心の奥深く浸透してくるティボー・ガルシアのギターの調べ
伊熊よし子(音楽ジャーナリスト)
©Marco Borggreve
最近、心に響くすばらしいギターを奏でるアーティストの録音に出会った。スペイン系フランス人のティボー・ガルシアのデビュー・アルバムである。私は長年ギターを愛し、さらにスペインが大好き。毎日というほどこのCDを聴き込み、すっかりその響きに魅了されてしまった。
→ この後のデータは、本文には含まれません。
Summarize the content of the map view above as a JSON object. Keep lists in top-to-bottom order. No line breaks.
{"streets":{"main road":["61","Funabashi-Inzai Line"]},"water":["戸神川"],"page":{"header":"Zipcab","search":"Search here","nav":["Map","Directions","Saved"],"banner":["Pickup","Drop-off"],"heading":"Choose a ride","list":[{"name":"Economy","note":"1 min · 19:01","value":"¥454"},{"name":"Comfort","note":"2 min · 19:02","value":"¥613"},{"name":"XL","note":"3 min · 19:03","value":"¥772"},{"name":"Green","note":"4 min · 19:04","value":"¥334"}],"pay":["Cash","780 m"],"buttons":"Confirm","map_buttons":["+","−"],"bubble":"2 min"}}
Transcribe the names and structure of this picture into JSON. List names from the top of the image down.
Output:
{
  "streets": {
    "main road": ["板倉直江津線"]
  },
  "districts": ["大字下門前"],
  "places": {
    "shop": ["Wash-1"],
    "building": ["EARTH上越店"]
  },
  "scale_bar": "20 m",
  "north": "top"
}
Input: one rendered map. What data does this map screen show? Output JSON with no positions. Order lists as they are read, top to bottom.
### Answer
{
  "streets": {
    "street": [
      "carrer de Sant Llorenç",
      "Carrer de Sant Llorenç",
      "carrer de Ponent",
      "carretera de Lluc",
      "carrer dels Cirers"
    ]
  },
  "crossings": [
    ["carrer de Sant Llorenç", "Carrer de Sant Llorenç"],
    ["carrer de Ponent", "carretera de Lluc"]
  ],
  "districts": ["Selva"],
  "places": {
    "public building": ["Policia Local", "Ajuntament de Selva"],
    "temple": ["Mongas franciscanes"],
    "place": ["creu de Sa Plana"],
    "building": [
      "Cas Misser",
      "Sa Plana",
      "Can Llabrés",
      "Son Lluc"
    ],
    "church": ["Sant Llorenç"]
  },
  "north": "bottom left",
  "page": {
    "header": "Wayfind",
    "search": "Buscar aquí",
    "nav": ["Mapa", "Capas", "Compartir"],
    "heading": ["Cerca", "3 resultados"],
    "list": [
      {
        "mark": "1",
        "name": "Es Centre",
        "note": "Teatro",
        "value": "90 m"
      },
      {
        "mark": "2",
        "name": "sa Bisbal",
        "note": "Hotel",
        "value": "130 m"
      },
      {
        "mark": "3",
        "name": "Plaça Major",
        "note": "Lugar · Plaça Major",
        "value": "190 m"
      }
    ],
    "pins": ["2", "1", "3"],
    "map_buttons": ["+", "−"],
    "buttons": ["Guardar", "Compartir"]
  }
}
録音当時、ガルシアは22歳。21歳までに各地の国際コンクールを6度も受け、すべて優勝という快挙を成し遂げた逸材である。そして2015年、現在のギター・コンクールの最高峰と称されるアメリカのGFA国際ギター・コンクールで第1位を獲得し、これを機にカーネギー・ホールで演奏したり、録音を開始するなど、本格的な活動をスタートさせる。
私が聴いているのはエラート・レーベル専属契約の第1弾で、ラテン・ギターの伝統的な作品がぎっしり詰まった「レイエンダ―伝説のギター」(ワーナー)。ここに聴くガルシアの演奏は、繊細かつパッションにあふれ、豊かな歌心が全編を彩っている。アルバムにはアルベニス、ファリャ、ロドリーゴ、タレガというスペインの作曲家の有名な作品が選ばれ、さらにピアソラの曲も含まれ、ガルシアがライナーノーツに綴っているように、彼の人生、旅、スペイン系ルーツを思い出させる選曲となっている。
なかでも印象的なのは、スペインに生まれ、アルゼンチンで亡くなったアントニオ・ヒメネス・マンホーン(1866~1919)の「バスクの歌」が収録されていること。これはガルシアが得意としている曲で、コンクールでも演奏し、手の内に入った自然体の演奏が展開されている。ふだんあまり耳にする機会のない曲だが、バスク地方特有のリズム、哀愁と情熱に富む旋律がまっすぐに心に響いてきて、深い感動をもたらす。
そんなガルシアが6月に待望の初来日を果たすが、プログラムには「レイエンダ」のなかからアルベニス「アストゥーリアス」、タレガ「アルハンブラの思い出」、ピアソラ(アサド編)「ブエノスアイレスの四季」が組まれている。ガルシアの「アストゥーリアス」は、南スペインの民俗音楽、フラメンコのギターを連想させる情熱と神秘性に満ちた演奏。切々と語りかけるような「アルハンブラの思い出」は、聴き手をグラナダへと一気にいざなう旅心を刺激する奏法である。さらに「ブエノスアイレスの四季」もまた、聴き込むほどにかの地へと運ばれていくよう。
いずれの作品もガルシアの才能の萌芽が存分に発揮され、底力を示唆する演奏で、何度も聴きたくなる一種の魔力を放っている。ギターはもちろん間近にナマの音を聴くことで醍醐味が味わえる楽器。初来日のステージでは、どんな響きを生み出し、ギターの奥深さを体感させてくれるのだろうか。ガルシアの演奏は、ひとつひとつの音があるべき姿でそこに存在するという必然性に富む。その響きを全身にまとい、至福の時間を堪能したい。